Reality versus Perception

Reality is a funny thing. On the surface, reality seems to shift and flow with the times or with culture. Different groups of people, different epochs, different mores warp reality to fit the desires and wants of the individual.

Or does it?

Reality is steadfast. It endures. It is truth when all else changes. What shifts and warps are our perceptions of reality, which are as fickle as the individual or culture chooses and lasts about as long.

Teenagers are rebellious.
Everybody has sex frequently and with total strangers.
Profanity is as normal as breathing.
All conservatives are bigots, narrow-minded, racist, homophobic idiots.

Pick up any fiction book, whether secular or religious, and you will find most, if not all, of these perceptions of today’s society. What’s really sad is that American writers overlay other cultures with these same perceptions.

Reality shows us a completely different world. I work with 7th-12th graders in a small, rural community. No, these kids are not perfect. They mess up. They get mad, They do thoughtless things at times. But they do not fit the perceptions of the times. Most of these kids are polite. Most don’t use profanity. Most aren’t sleeping around or taking drugs at the drop of a hat. These are great kids to work with and be around. They come from good families–some blended, some different, some ordinary. Their parents are good people, who genuinely care about others and work hard to take care of the community. They come from all walks of life and all cultures. They invest in the future.
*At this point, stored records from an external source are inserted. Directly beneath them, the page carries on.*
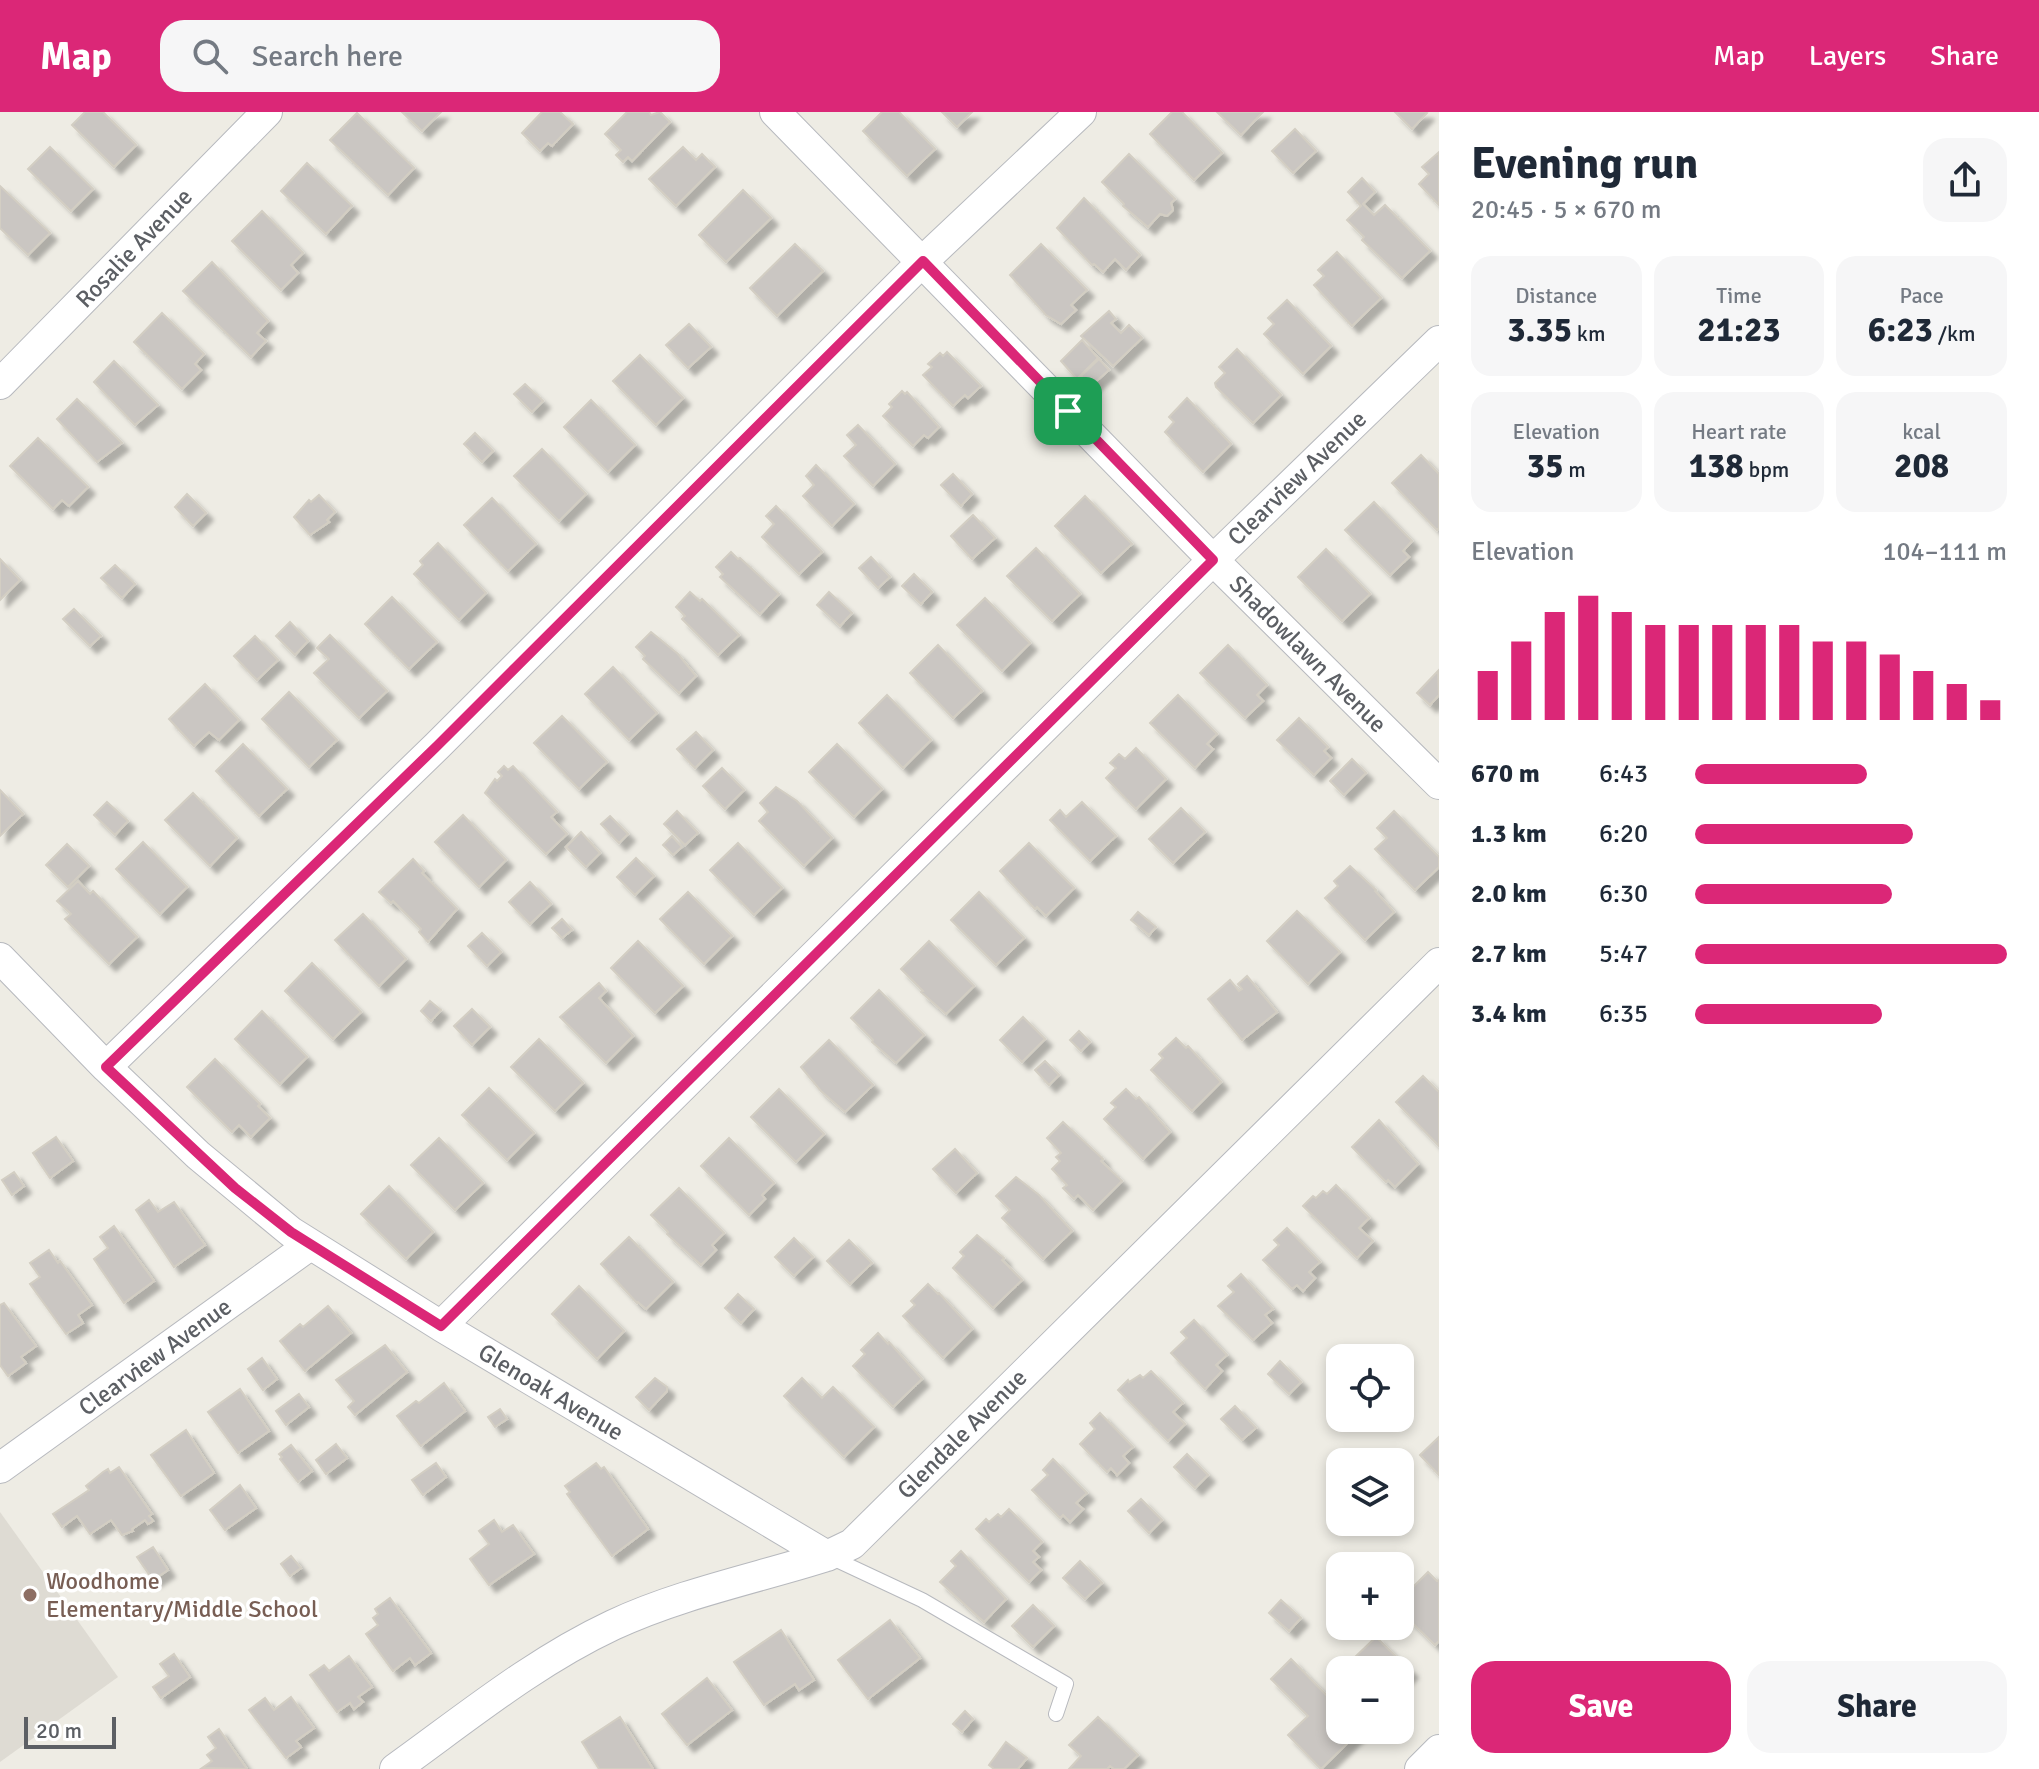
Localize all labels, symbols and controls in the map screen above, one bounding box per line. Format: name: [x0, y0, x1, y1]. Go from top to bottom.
search box: [160, 20, 720, 92]
text: Map: [40, 33, 112, 80]
icon: search: [188, 34, 232, 78]
text: Search here: [252, 38, 403, 75]
text: Map: [1713, 39, 1765, 73]
text: Layers: [1809, 39, 1886, 73]
text: Share: [1930, 39, 1999, 73]
text: Evening run: [1471, 137, 1698, 191]
button: share: [1923, 138, 2007, 222]
street label: Rosalie Avenue: [69, 182, 199, 314]
text: 20:45 · 5 × 670 m: [1471, 194, 1662, 226]
text: Distance: [1515, 282, 1597, 309]
text: Time: [1716, 282, 1762, 309]
text: Pace: [1900, 282, 1944, 309]
text: 3.35: [1507, 309, 1572, 351]
text: 21:23: [1697, 309, 1781, 351]
text: 6:23: [1868, 309, 1933, 351]
text: km: [1572, 320, 1605, 347]
text: /km: [1933, 320, 1976, 347]
pin: [1034, 377, 1102, 445]
icon: arrive: [1046, 389, 1090, 433]
street label: Clearview Avenue: [1221, 404, 1373, 552]
text: Elevation: [1513, 418, 1600, 445]
text: Heart rate: [1691, 418, 1787, 445]
text: kcal: [1902, 418, 1941, 445]
text: 35: [1527, 445, 1564, 487]
text: 138: [1689, 445, 1744, 487]
text: 208: [1894, 445, 1949, 487]
text: m: [1564, 456, 1586, 483]
text: bpm: [1744, 456, 1789, 483]
text: Elevation: [1471, 536, 1575, 568]
text: 104–111 m: [1883, 536, 2007, 568]
street label: Shadowlawn Avenue: [1223, 569, 1393, 739]
text: 670 m: [1471, 758, 1540, 790]
text: 6:43: [1599, 758, 1648, 790]
text: 1.3 km: [1471, 818, 1547, 850]
text: 6:20: [1599, 818, 1648, 850]
text: 2.0 km: [1471, 878, 1547, 910]
text: 6:30: [1599, 878, 1648, 910]
text: 2.7 km: [1471, 938, 1547, 970]
text: 5:47: [1599, 938, 1648, 970]
text: 3.4 km: [1471, 998, 1547, 1030]
text: 6:35: [1599, 998, 1648, 1030]
street label: Clearview Avenue: [73, 1292, 237, 1422]
street label: Glenoak Avenue: [473, 1337, 629, 1447]
map controls: [1326, 1344, 1414, 1744]
button: locate: [1326, 1344, 1414, 1432]
street label: Glendale Avenue: [891, 1363, 1033, 1505]
button: layers: [1326, 1448, 1414, 1536]
button: +: [1326, 1552, 1414, 1640]
place label: Woodhome Elementary/Middle School: [46, 1566, 318, 1624]
marker: Woodhome Elementary/Middle School: [21, 1586, 39, 1604]
button: −: [1326, 1656, 1414, 1744]
button: Save: [1471, 1661, 1731, 1753]
button: Share: [1747, 1661, 2007, 1753]
scale bar: [24, 1713, 116, 1749]
text: 20 m: [36, 1717, 82, 1744]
Frankly, I’m sick of picking up a book that automatically makes assumptions about me and my culture that are contrary to reality. I miss the stories about ordinary people who hold fast to that which is good. Ordinary people who struggle and strive and succeed in spite of the obstacles because they believe in something greater. Ordinary people who inspire others. These are true stories that happen all the time in our neck of the woods. Yet somehow, writers don’t think it’s “believable,” they don’t think such stories are “realistic.”
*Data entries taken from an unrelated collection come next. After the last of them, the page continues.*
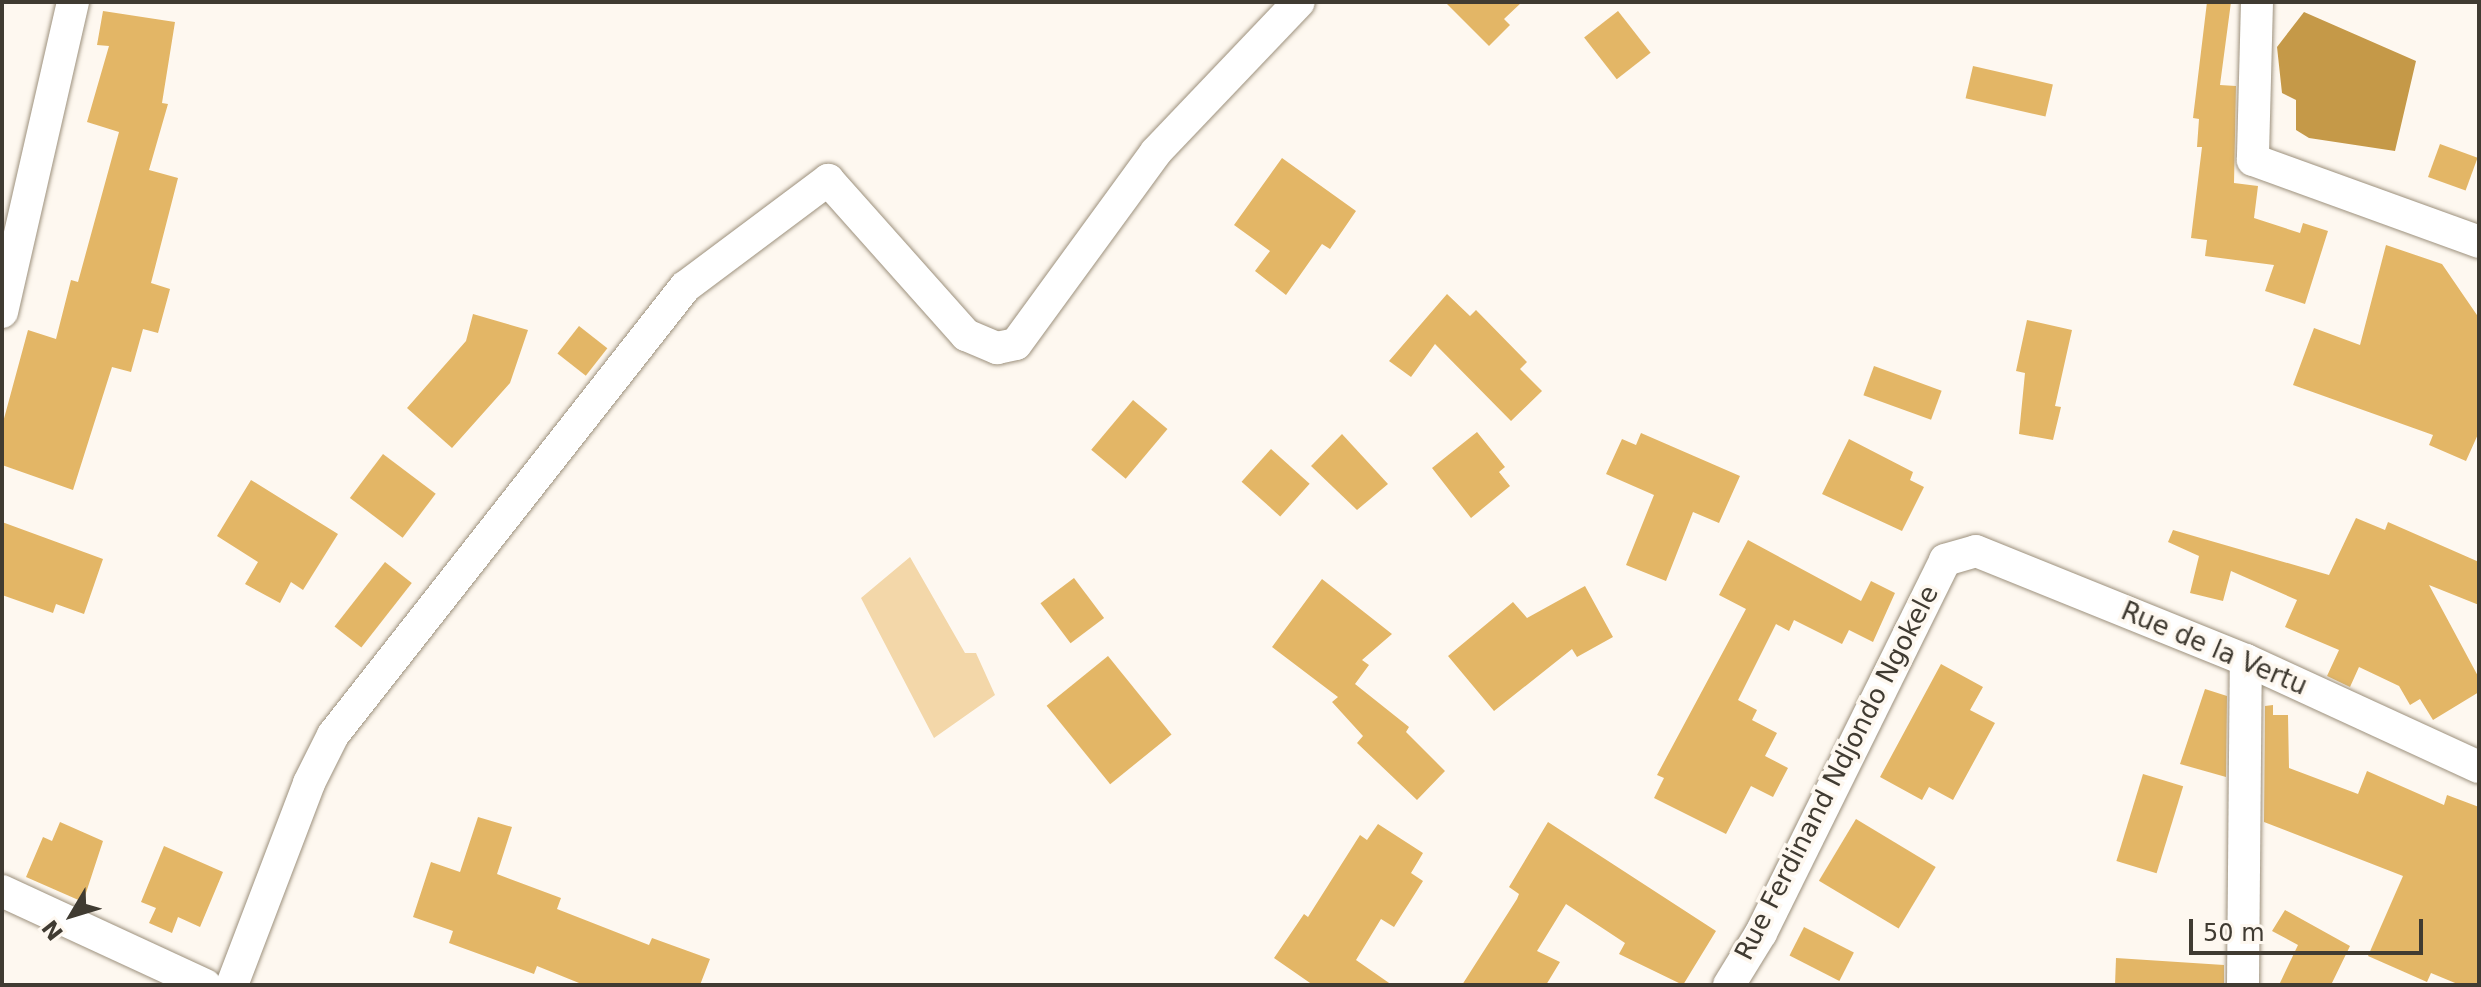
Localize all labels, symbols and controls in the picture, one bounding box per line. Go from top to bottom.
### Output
street label: Rue Ferdinand Ndjondo Ngokele [1729,580,1945,966]
street label: Rue de la Vertu [2116,596,2312,702]
north arrow [32,875,112,955]
scale bar [2193,903,2427,953]
text: N [37,915,68,945]
text: 50 m [2203,919,2265,947]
The other day my husband read a review of a book he enjoyed which stated the book was not “realistic” because there was not one word of profanity in it. “People don’t talk like that.”  I don’t know what world the reviewer lives in, but I feel sorry for him. Where I live, everyone I know talks without using profanity. We don’t sleep around. Our kids are hard workers who are respectful and don’t take drugs or get into trouble.

I think our moral compasses have gotten so far out of whack we can’t tell reality from illusion any longer. Maybe we, as writers, need to get folks back on track by creating interesting stories with real heroes. They exist in this world. Why not in fiction?


Posted on 2013/09/15, in Uncategorized. Bookmark the permalink. 2 Comments.

  1. Excellent observations!
    And yes, it’s truly sad that such stereotypes are mistaken for reality. Stories of ordinary people struggling against the odds don’t seem dramatic enough for too many readers and writers. Not thrilling enough, not daring enough — if there’s no adrenalin rush, it must not be real enough. Sex sells, profanity sells; therefore, what sells must be real.

    It reflects not reality but the desire to escape from reality, from the ordinary struggles, the drudgery in which we can’t see true heroes as they quietly strive, day in and day out, against things which seem to have no resolution, no victory in sight. But if we accept the fringe sensationalist definition of what reality is, we lose the ability to see with clarity. We forfeit the reality in which we can also become heroes in our own lives.

  2. Exactly! However, it takes a strong sense of personal rightness to go against the mainstream. Which is why such books are few and far between.